Los Angeles is a film town — maybe the film town. Like the Hollywood district contained within it, the name “Los Angeles” a metonym for the American film industry in the minds of many. “La La Land,” “The Entertainment Capital of the World” and all that. I love movies; however, in my mind, the Hollywood film thing actually ranks pretty low in the long list of what makes Los Angeles the greatest city in the world. This is possibly (probably) shocking to hear/read if you’re a cog in the blockbuster factory or a celebrity worshipper but better you find that out now than never. Luckily, Los Angeles doesn’t just make movies, it also shows them. There are few cities in the world with as robust a film culture as Los Angeles.
For those who love celebrity-driven, gazillion-dollar CGI superhero franchises you’re in luck; there are multiplexes in every mall and Redboxes at every 7-Eleven. Thankfully for other varieties of cinéastes, there’s a lot more to Los Angeles’s mise en scène than that. There are architecturally beautiful picture palaces, romantic drive-ins, dingy dollar theaters, high-profile revival houses, low-profile smut houses, and actual art house chains. Additionally, there are all sorts of special screenings and festivals that take place every week of the year.

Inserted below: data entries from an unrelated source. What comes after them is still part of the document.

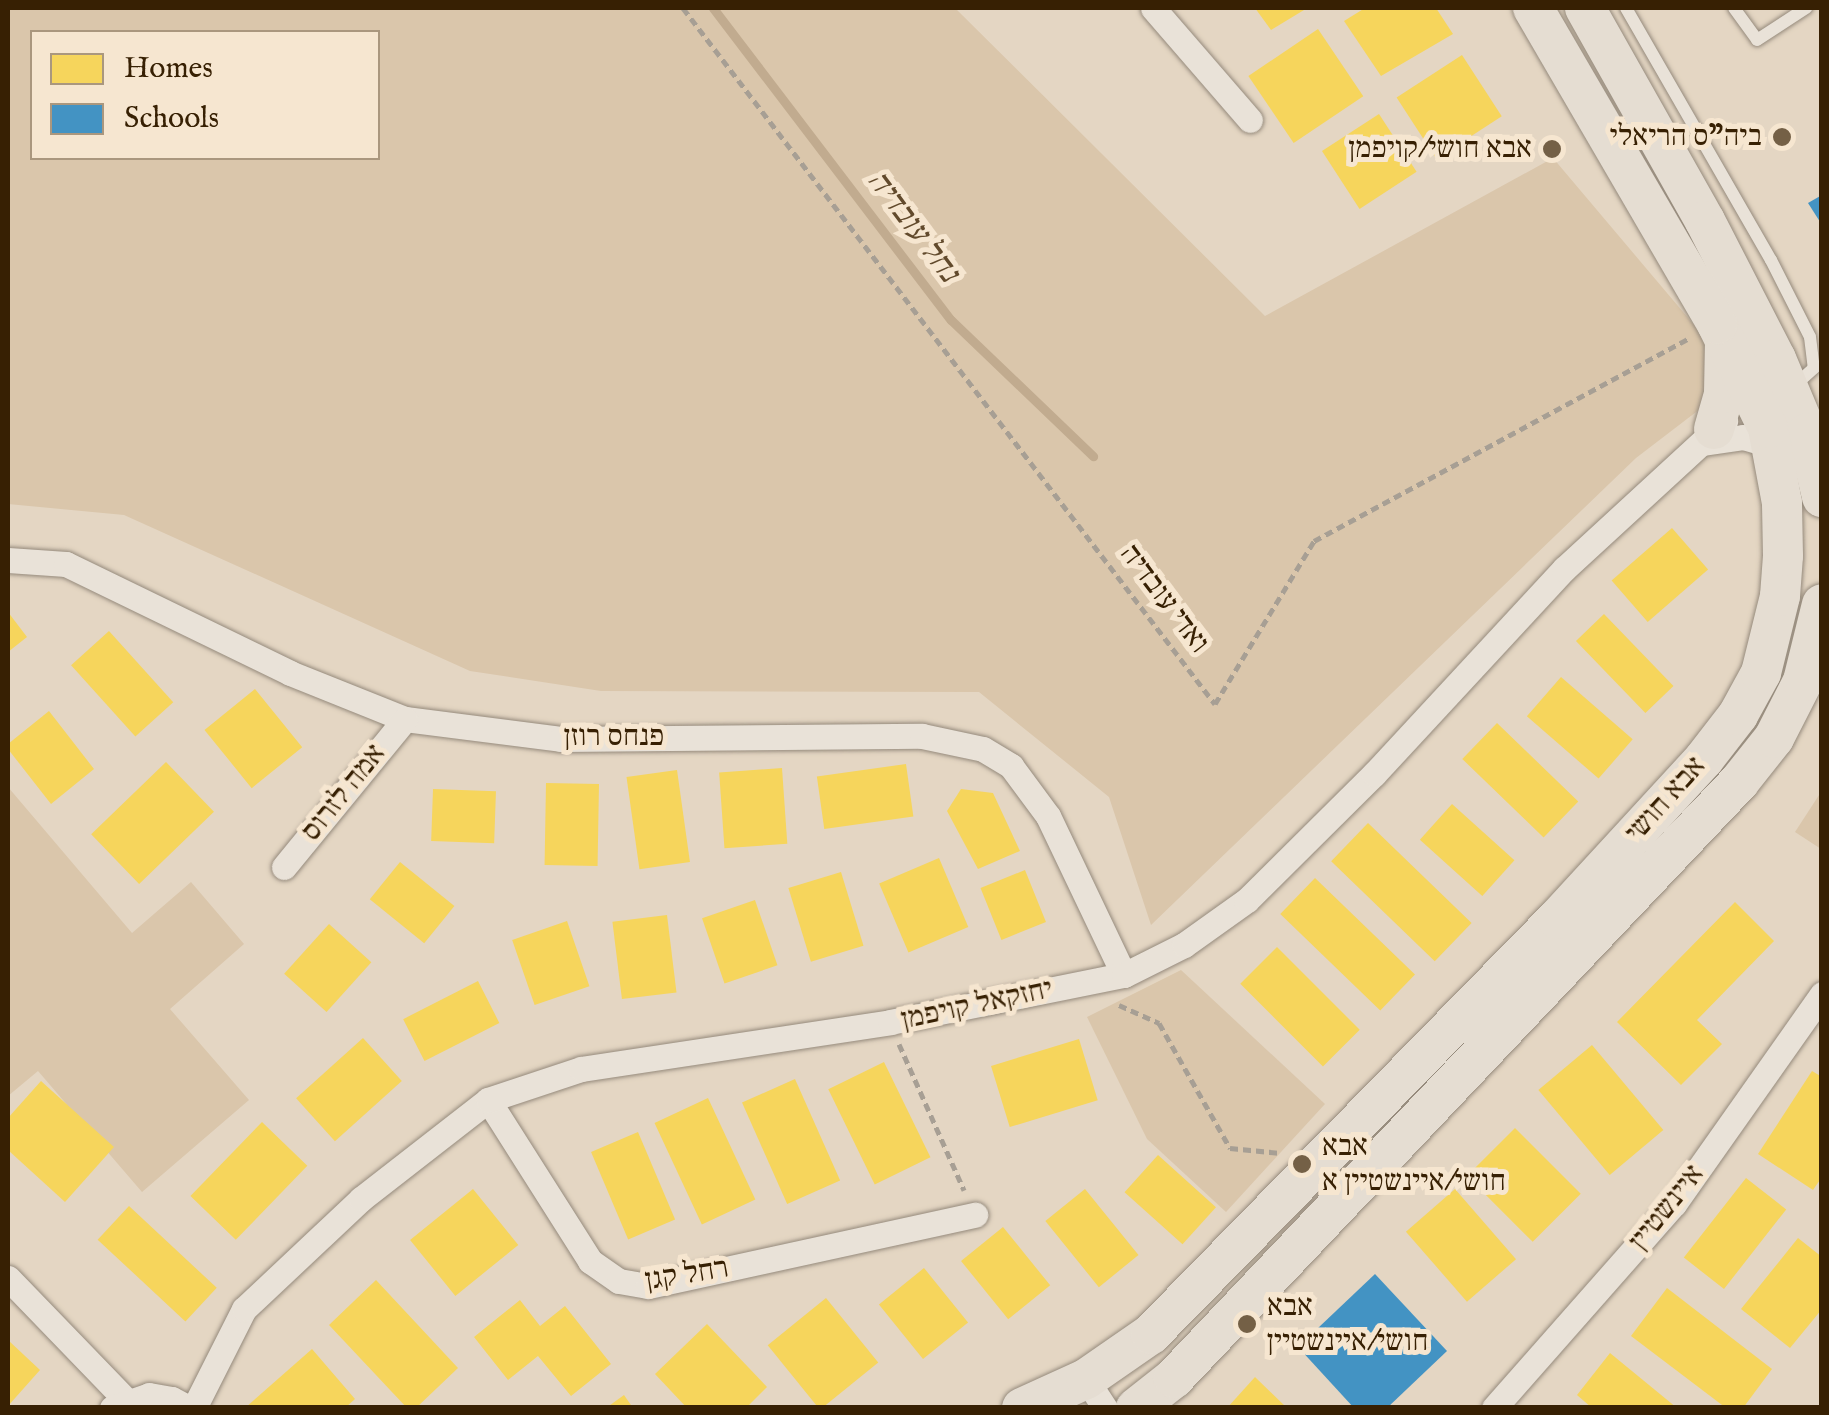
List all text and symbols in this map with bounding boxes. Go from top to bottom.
legend [30,30,380,160]
text: Homes [124,50,213,88]
text: Schools [124,100,219,138]
place label: ביה"ס הריאלי [1610,119,1762,155]
marker: ביה"ס הריאלי [1771,126,1793,148]
place label: אבא חושי/קויפמן [1348,131,1532,167]
marker: אבא חושי/קויפמן [1541,138,1563,160]
water label: נחל עובדיה [858,164,966,290]
street label: ואדי עובדיה [1111,537,1217,661]
street label: פנחס רוזן [564,719,664,755]
street label: אמה לזרוס [294,737,394,849]
street label: אבא חושי [1618,749,1714,851]
street label: יחזקאל קויפמן [898,971,1056,1039]
place label: אבא חושי/איינשטיין א [1322,1129,1506,1200]
marker: אבא חושי/איינשטיין א [1291,1153,1313,1175]
street label: איינשטיין [1622,1158,1712,1258]
street label: רחל קגן [643,1251,731,1299]
place label: אבא חושי/איינשטיין [1267,1289,1428,1360]
marker: אבא חושי/איינשטיין [1236,1313,1258,1335]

Most of the most interesting programming in Los Angeles is screened at single-screen theaters like the Academy Little Theater, the Aero, the Alan and Elaine Armer Theater, The Arena Cinema, Art Theatre, Billy Wilder, Echo Park Film Center, Leo S. Bing, Linwood Dunn, Million Dollar Theatre, New Beverly, Nuart, Old Town Music Hall, Orpheum, Palace, Pendersleigh, REDCAT, Regent, Samuel Goldwyn, Silent Movie Theatre, WGA, or Warner Grand. (Please let me know if I’ve skipped any).

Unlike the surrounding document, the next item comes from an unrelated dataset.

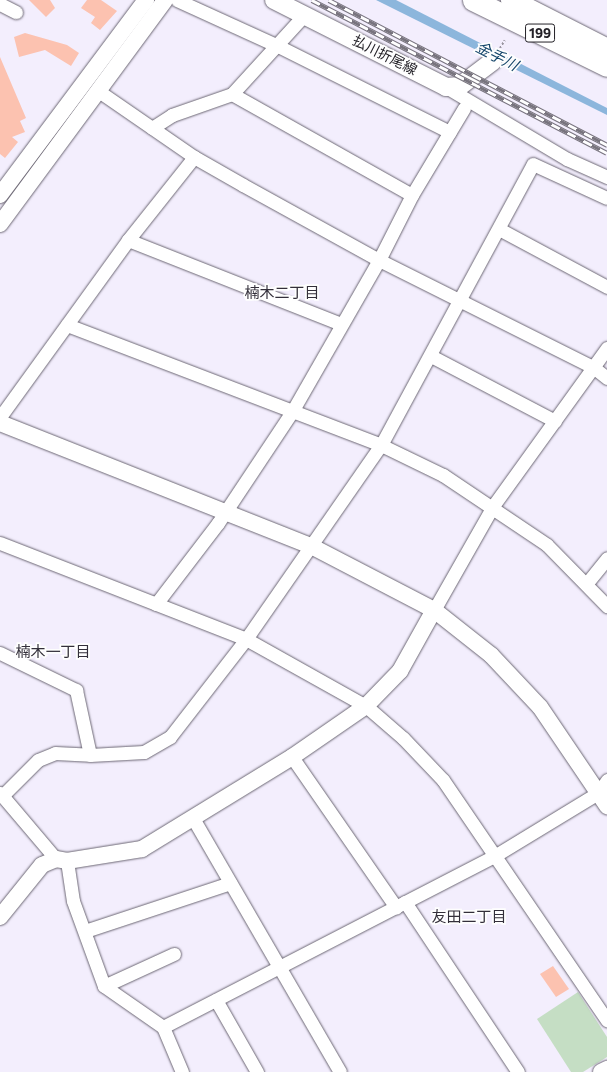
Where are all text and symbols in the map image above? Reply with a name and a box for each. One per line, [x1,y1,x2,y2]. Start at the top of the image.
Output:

There are also a few multiple screen venues with interesting programming such as Hollywood’s Egyptian and Sundance Sunset Cinemas, Irvine’s Edwards University Town Center 6 and Edwards Westpark 8 Theatres, and West Los Angeles’s Landmark. The Laemmle, with theaters in Beverly Hills, Claremont, Encino, North Hollywood, Pasadena, Santa Monica, and Sawtelle; is the county’s premier art-house chain. (Again, please let me know if I’ve skipped any).
Los Angeles also has film festivals. There are specific festivals for classics, comedies, horror, noir, shorts, 3D, Asian-Pacific, French, Iranian, Irish, Japanese, Jewish, Korean, Pan-African, Polish, and South East European film festivals. There are additionally loads of special screenings not just in theaters but in parks, cemeteries, former service stations, cultural centers and on top of parking garages. I once endeavored to cover all of these but then someone introduced me, thankfully, to Filmradar. But not even that venerable service can cover all the Southland cinema scene.
It’s often noted (although not at all reflected in Hollywood films) that Los Angeles is a microcosm of the world. There are nearly 10 million people living in Los Angeles County today – the most populous county in the country and one that has a larger population than 42 of the 50 states. There are at least 224 languages spoken in Los Angeles homes. In Los Angeles proper there are 336 movie theaters in existence — though only 40 are currently screening movies. It shouldn’t then be surprising that Los Angeles has long had a diverse, popular foreign language cinema scene. In the latter half of the 20th century, as large numbers of mainstream film-going audiences abandoned movie houses in favor of home-viewing and TV, many movie theaters catered to various foreign language-speaking immigrant populations. Most of those have long since closed whilst others have opened with the express purpose of showcasing particular foreign cinemas.
As already mentioned, many foreign films are shown at festivals, special screenings, and art house theaters. I wouldn’t mischaracterize them all as art cinema but they’re almost never exemplary of popular cinema from abroad. But Los Angeles, with its massive population of people from around the world, also supports a number of movie theaters that cater to specific audiences with popular cinema from their various homelands. In most cases these films aren’t likely going to be released domestically on DVD or Blu-Ray, they won’t be nominated for Oscars, and aside from the random VCD or import DVD, you’re not likely to see them in stores unless you specifically seek them out at small shops in the appropriate ethnic enclave. In other words — you should see them in the theater, the way they were intended to be seen!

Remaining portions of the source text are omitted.